The effects of cyclophosphamide on in vitro correlates of tumor immunity.

Abstract

The effects of cyclophosphamide (CY) on tumor immunity against isografts of rat sarcomas induced by polyoma virus were studied using in vitro techniques. Groups of sarcoma-bearing animals received CY (250 mg/kg intraperitoneally 11 days after isografting) CY (150 mg/kg IP 8 days after isografting), or IP injections of 0.9% NaCl. In control rats tumor growth was progressive. All CY-treated animals showed transient tumor regression of at least 50% of their pretreatment tumor volume.

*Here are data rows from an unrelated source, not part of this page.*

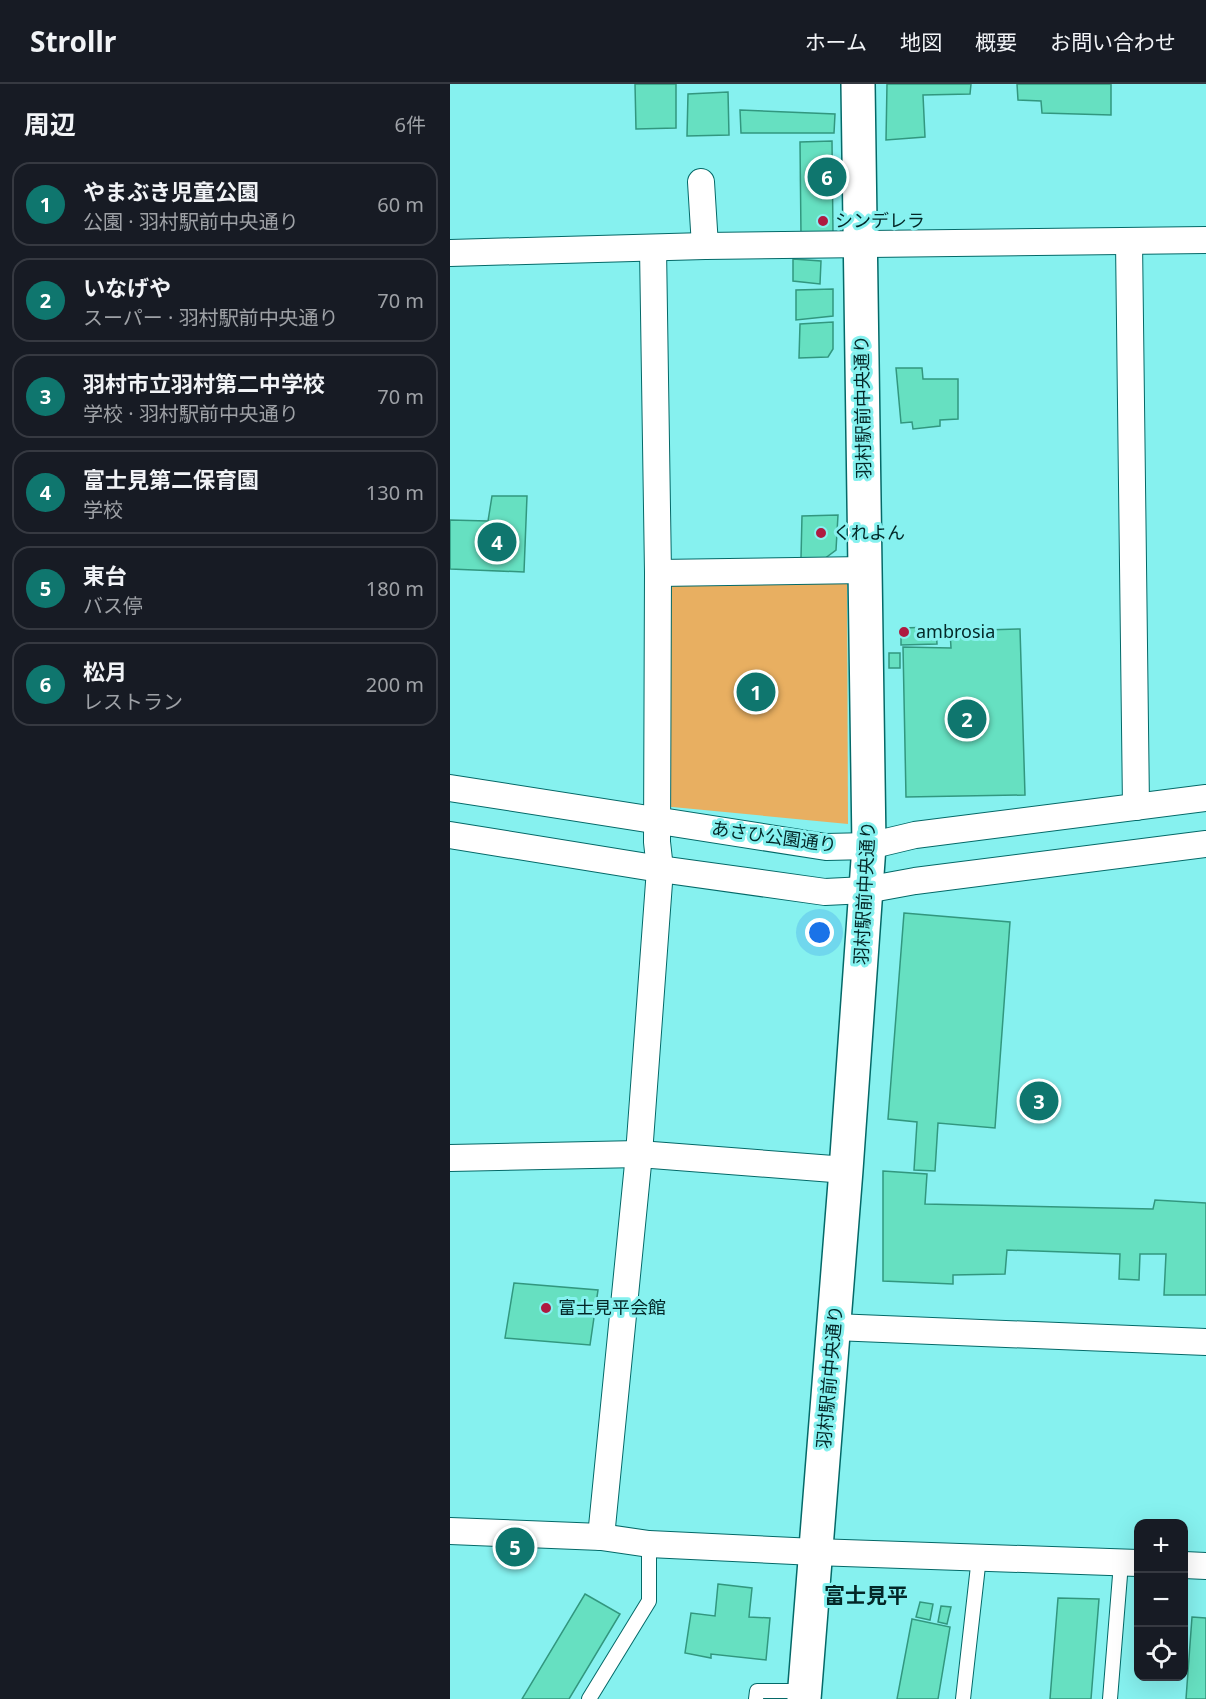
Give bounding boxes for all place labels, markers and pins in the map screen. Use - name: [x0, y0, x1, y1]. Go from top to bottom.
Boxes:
- pin: 6: [808, 154, 847, 200]
- place label: シンデレラ: [835, 208, 925, 232]
- marker: シンデレラ: [816, 214, 830, 228]
- pin: 4: [478, 520, 516, 564]
- place label: くれよん: [833, 520, 905, 544]
- marker: くれよん: [814, 526, 828, 540]
- place label: ambrosia: [916, 619, 995, 643]
- marker: ambrosia: [897, 625, 911, 639]
- pin: 1: [736, 670, 776, 714]
- pin: 2: [948, 696, 986, 742]
- pin: 3: [1020, 1078, 1058, 1124]
- place label: 富士見平会館: [558, 1295, 666, 1319]
- marker: 富士見平会館: [539, 1301, 553, 1315]
- pin: 5: [496, 1524, 534, 1570]

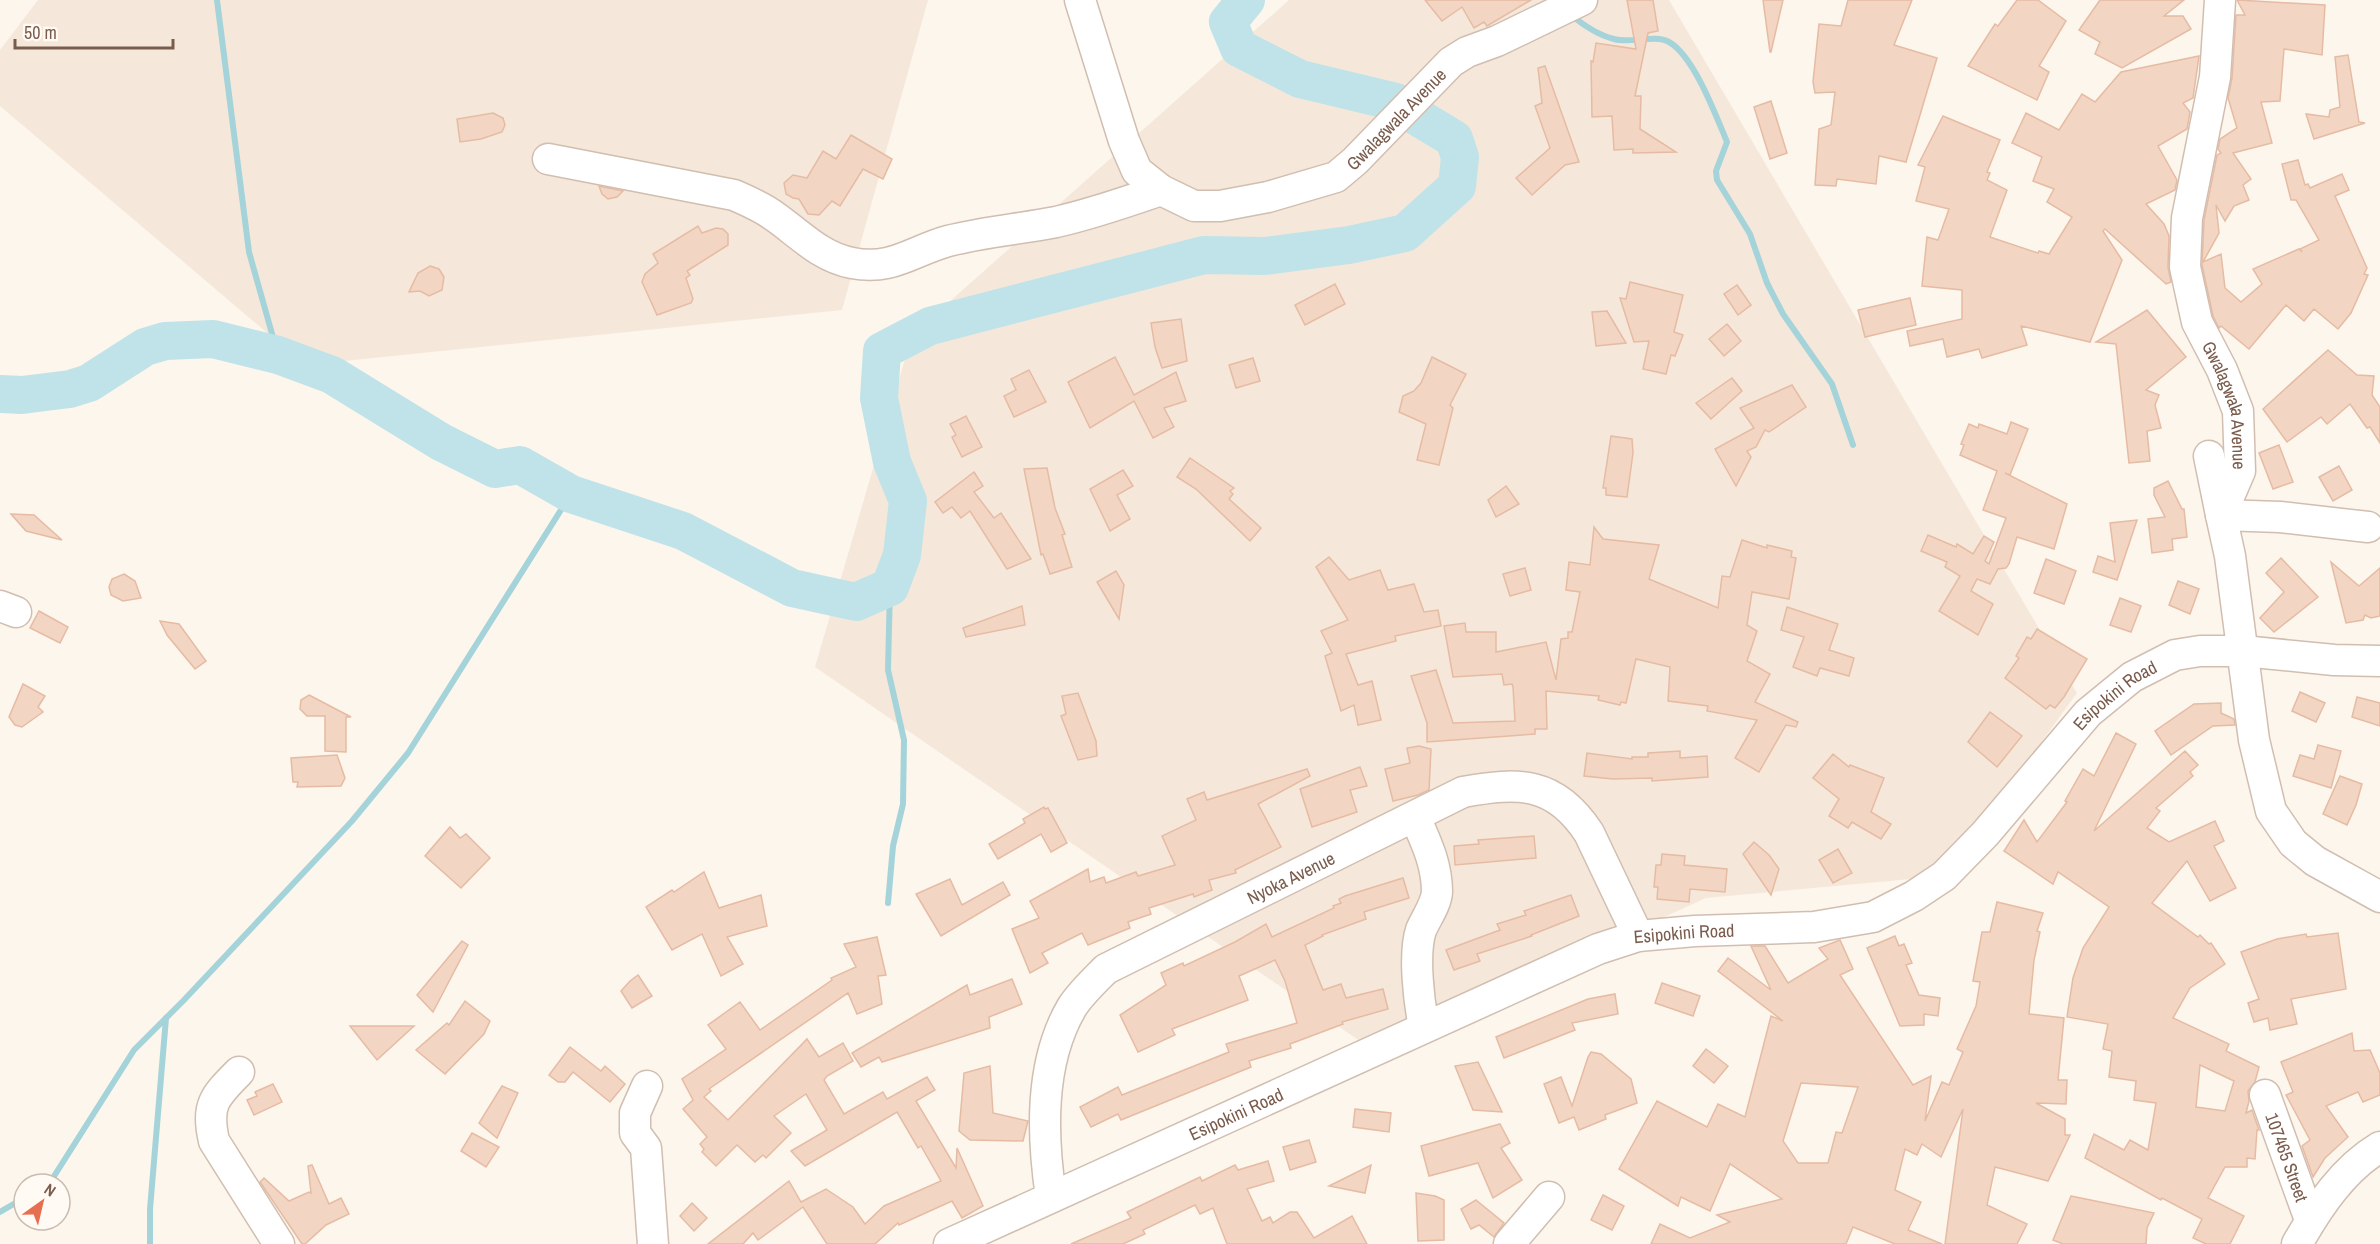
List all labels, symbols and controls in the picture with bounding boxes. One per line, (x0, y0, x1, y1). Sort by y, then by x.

Despite a drastic depression in numbers of blood leukocytes as well as lymph-node cells following CY treatment, animals treated with 150 mg/kg CY were shown to have blood lymphocyte and lymph-node cell cytotoxicity in vitro against plated sarcoma target cells comparable to untreated sarcoma-bearing animals. Sera obtained from sracoma-bearing rats prior to CY treatment specifically blocked lymphocyte cytotoxicity against sarcoma target cells. After CY treatment serum blocking activity could not be demonstrated during the period of tumor regression, but reappeared in parallel with tumor regrowth. Antibodies cytotoxic to sarcoma target cells when homologous complement was added could not be demonstrated in sera obtained from animals before CY treatment, but were present after treatment during tumor remission. Following CY treatment, sera obtained from treated animals, when mixed with blocking sera from control animals, could counteract or unblock the blocking activity of tumor-bearer sera. Unblocking capacity was present only in sera obtained during CY-induced tumor remission. Serum IgG concentration was significantly and temporarily decreased after CY treatment.